This is how the C language standards and POSIX *define* end of file processing.
Because of this, you must test the result of each read operation, to see whether that was the read operation that found end-of-file.
If feof(fid) is true then reading from fid would fail, but feof() is not predictive, so the fact that feof() is false does not mean that a read will succeed.
More Answers (1)
Raymond Chiu
on 9 May 2018
See: https://www.mathworks.com/help/matlab/ref/feof.html
fid = fopen('badpoem.txt');
while ~feof(fid)
tline = fgetl(fid);
disp(tline)
end
fclose(fid);
2 Comments
Walter Roberson
on 7 Jul 2020
Caution: feof() does not reliably predict end-of-file.
The underlying C and POSIX libraries are explicit that feof is not set until an attempt is made to read past end of file and the attempt fails -- you have to try to pick up the next envelope before you find out that there is no next envelope.
MATLAB documents that at least under some conditions, feof() will be set if there is no further input, even if you have not tried to read the input.
With regards to using fgets() or fgetl(), if the file happens to end in a newline character, then the fgets() or fgetl() logically ends there, before you have looked to see if there are any more characters.

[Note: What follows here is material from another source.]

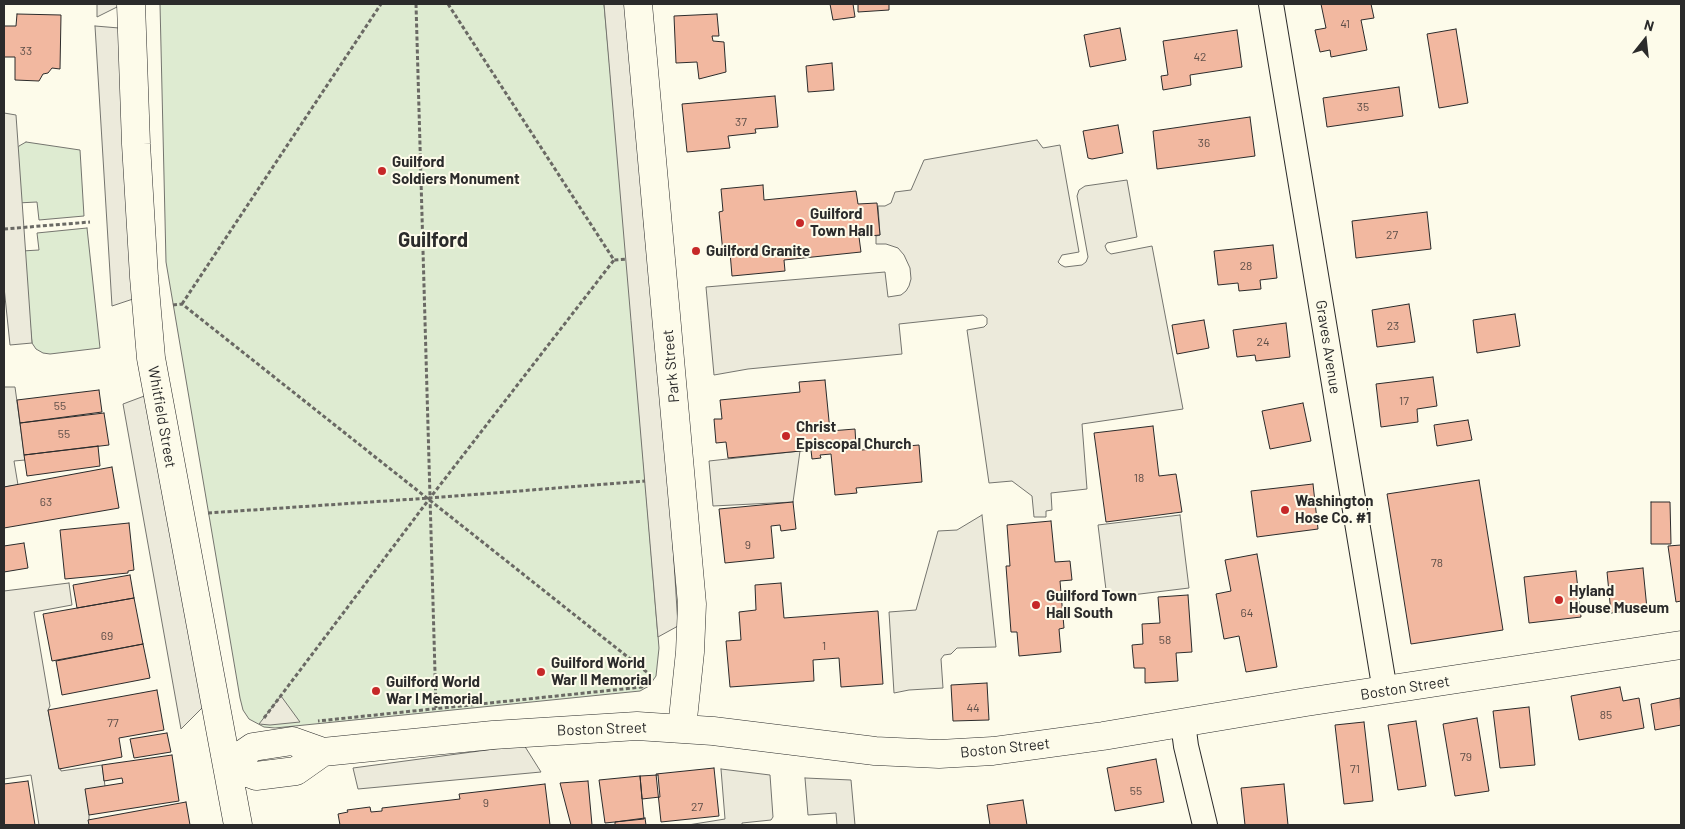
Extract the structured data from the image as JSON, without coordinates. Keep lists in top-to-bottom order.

If MATLAB can tell you feof() at that point, then it could only do so by "peeking ahead", which is not strictly forbidden but can lead to subtle confusion about the state and would not be recommended by POSIX.
With regards to using fgets() or fgetl(), if the file does not happen to end in a newline character (which is entirely valid), then fgets() or fgetl() would not know they had finished reading until they got told end-of-file by the I/O system, and it is normal and expected the feof() would become true in that case.
When you using fread(), or when you use I/O on a serial port or on a number of other kinds of device, or on memory-mapped files, it is a violation of POSIX for feof() to "predict" end of file before it has been specifically signalled (devices) or before an attempt has been made to read past end of file (fread). I think I have encountered cases where MATLAB is violating that POSIX policy, but I am not certain of that.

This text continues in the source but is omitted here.